WHAT YOU SHOULD DO:
Give the data again exactly as written, without any of its pictures.

═══ RECORDED INFORMATION

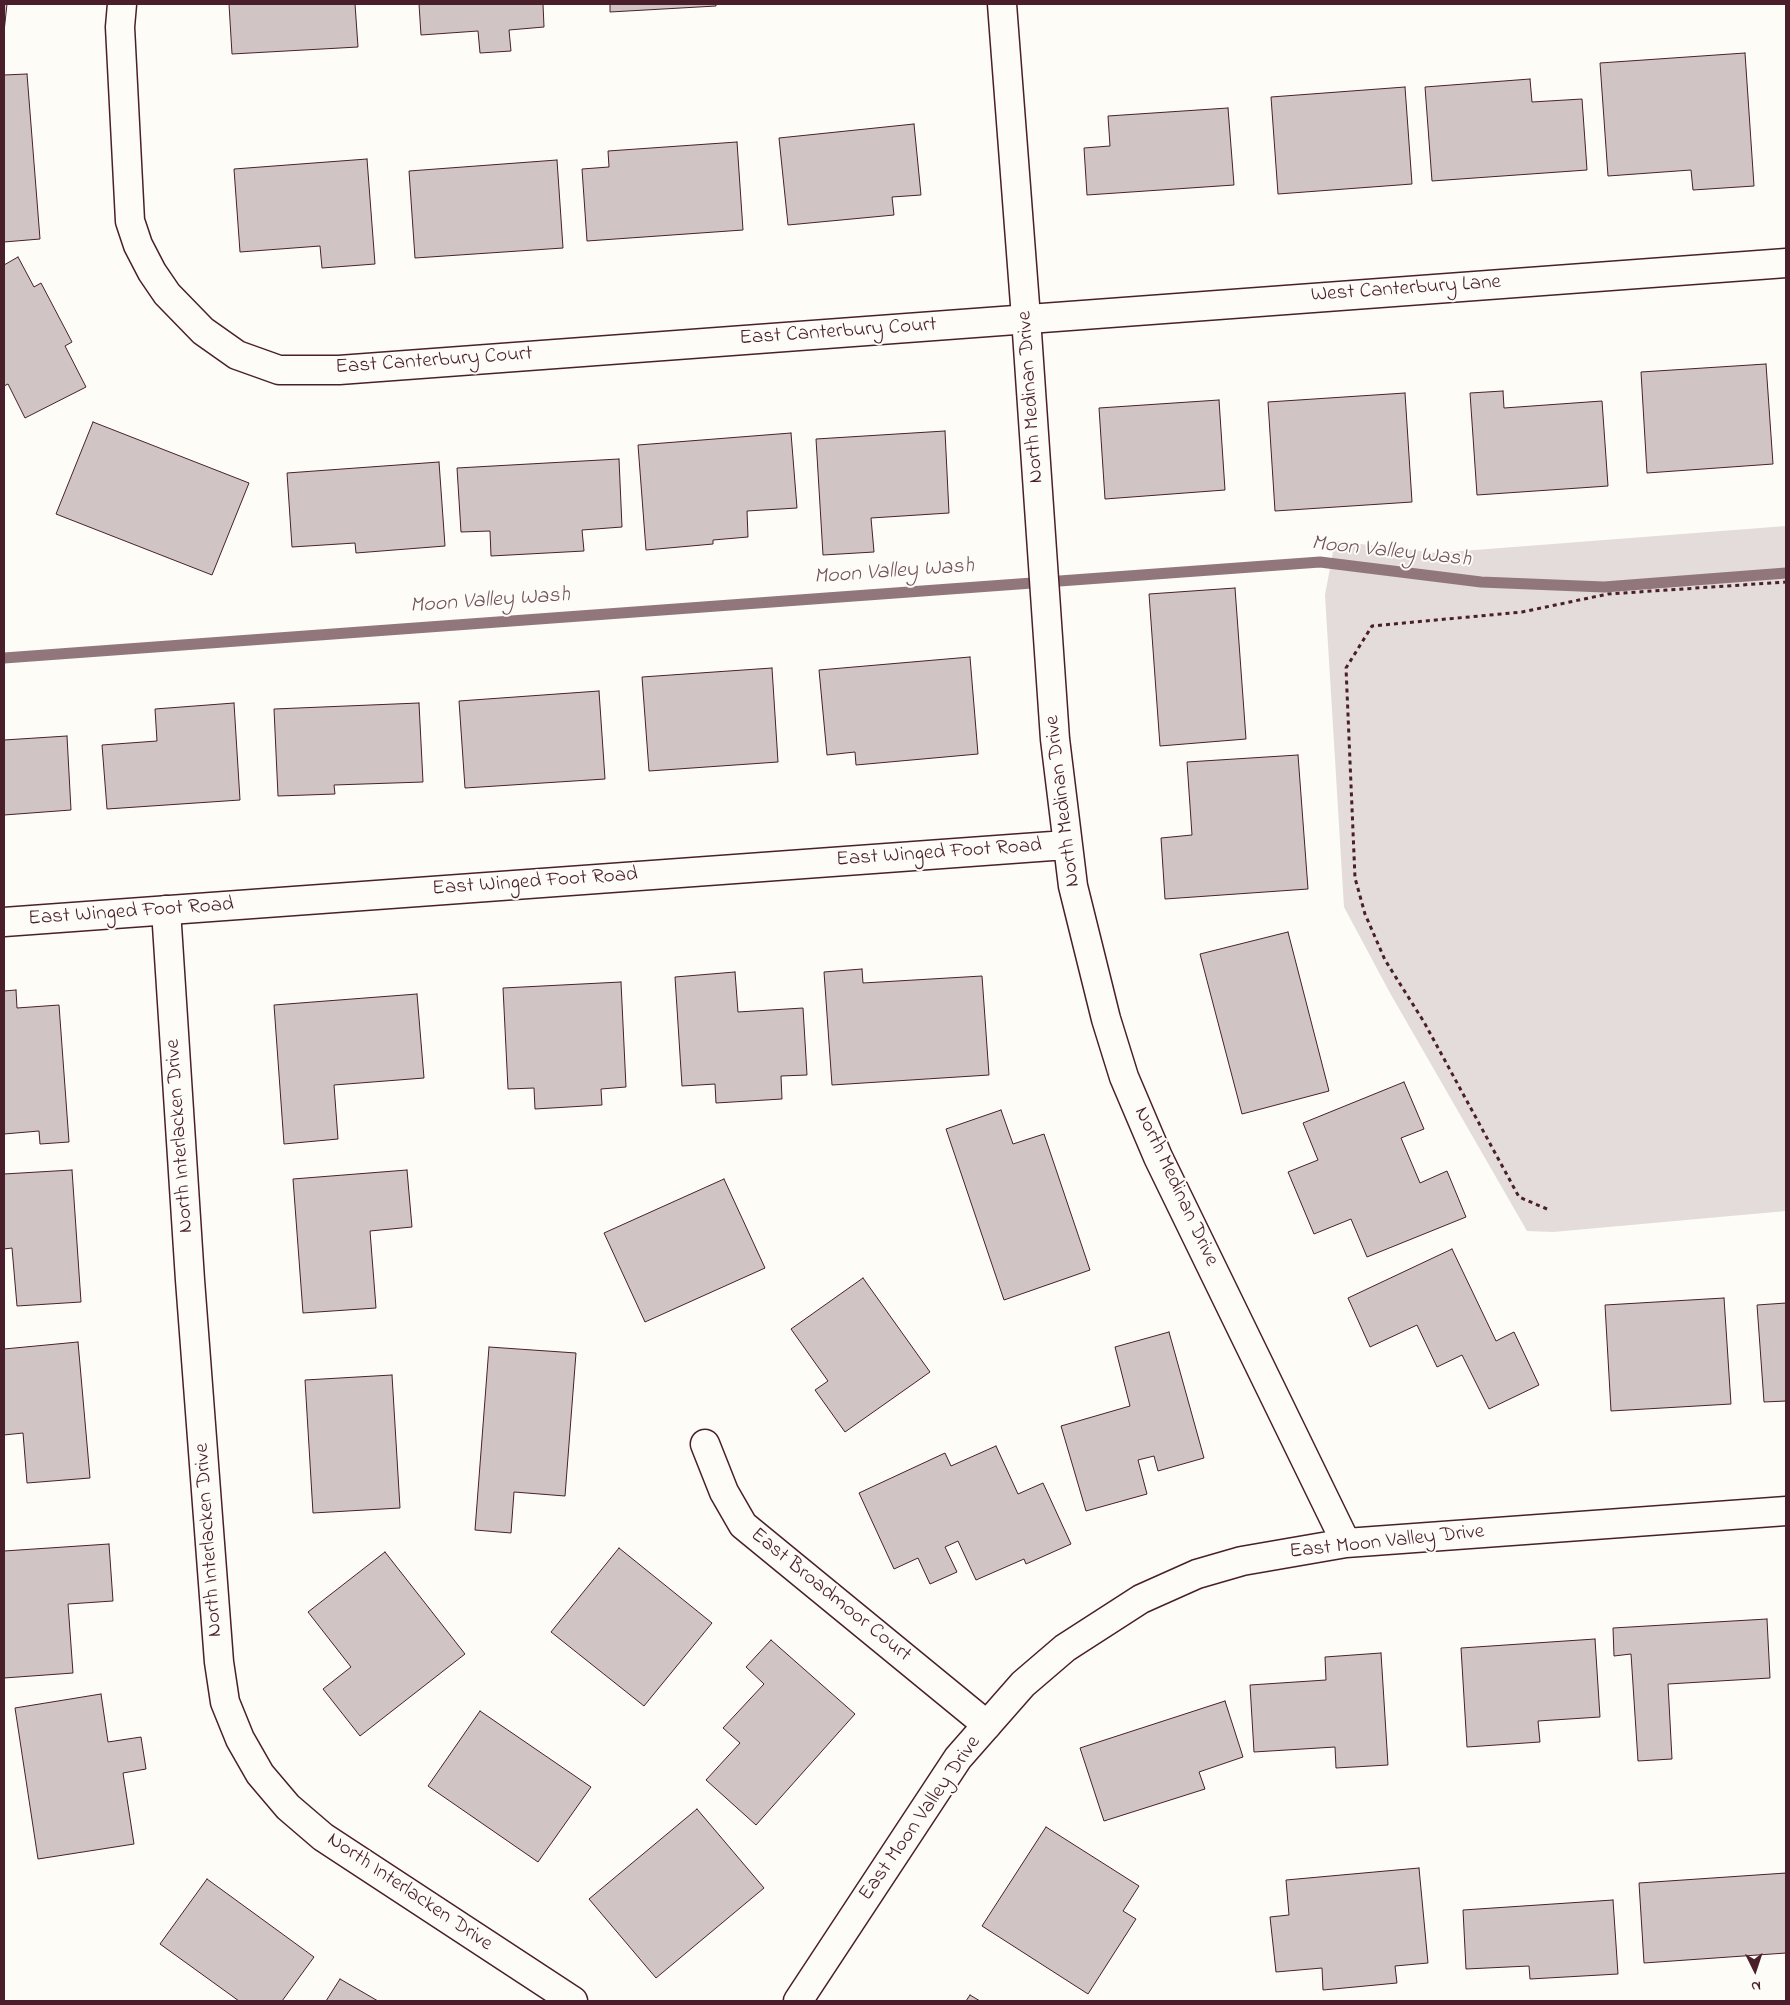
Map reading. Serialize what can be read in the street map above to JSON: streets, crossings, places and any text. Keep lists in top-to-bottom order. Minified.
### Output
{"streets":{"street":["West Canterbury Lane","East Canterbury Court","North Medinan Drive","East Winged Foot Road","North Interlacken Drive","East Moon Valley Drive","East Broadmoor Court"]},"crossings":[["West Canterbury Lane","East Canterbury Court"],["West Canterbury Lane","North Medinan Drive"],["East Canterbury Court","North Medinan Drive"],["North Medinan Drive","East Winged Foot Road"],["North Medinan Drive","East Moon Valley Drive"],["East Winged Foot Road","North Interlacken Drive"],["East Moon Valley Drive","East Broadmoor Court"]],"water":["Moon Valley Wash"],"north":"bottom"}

══════

SOLUTION FOR THIS TASK:
Map reading. Serialize what can be read in the street map above to JSON: streets, crossings, places and any text. Keep lists in top-to-bottom order. Minified.
### Output
{"streets":{"street":["West Canterbury Lane","East Canterbury Court","North Medinan Drive","East Winged Foot Road","North Interlacken Drive","East Moon Valley Drive","East Broadmoor Court"]},"crossings":[["West Canterbury Lane","East Canterbury Court"],["West Canterbury Lane","North Medinan Drive"],["East Canterbury Court","North Medinan Drive"],["North Medinan Drive","East Winged Foot Road"],["North Medinan Drive","East Moon Valley Drive"],["East Winged Foot Road","North Interlacken Drive"],["East Moon Valley Drive","East Broadmoor Court"]],"water":["Moon Valley Wash"],"north":"bottom"}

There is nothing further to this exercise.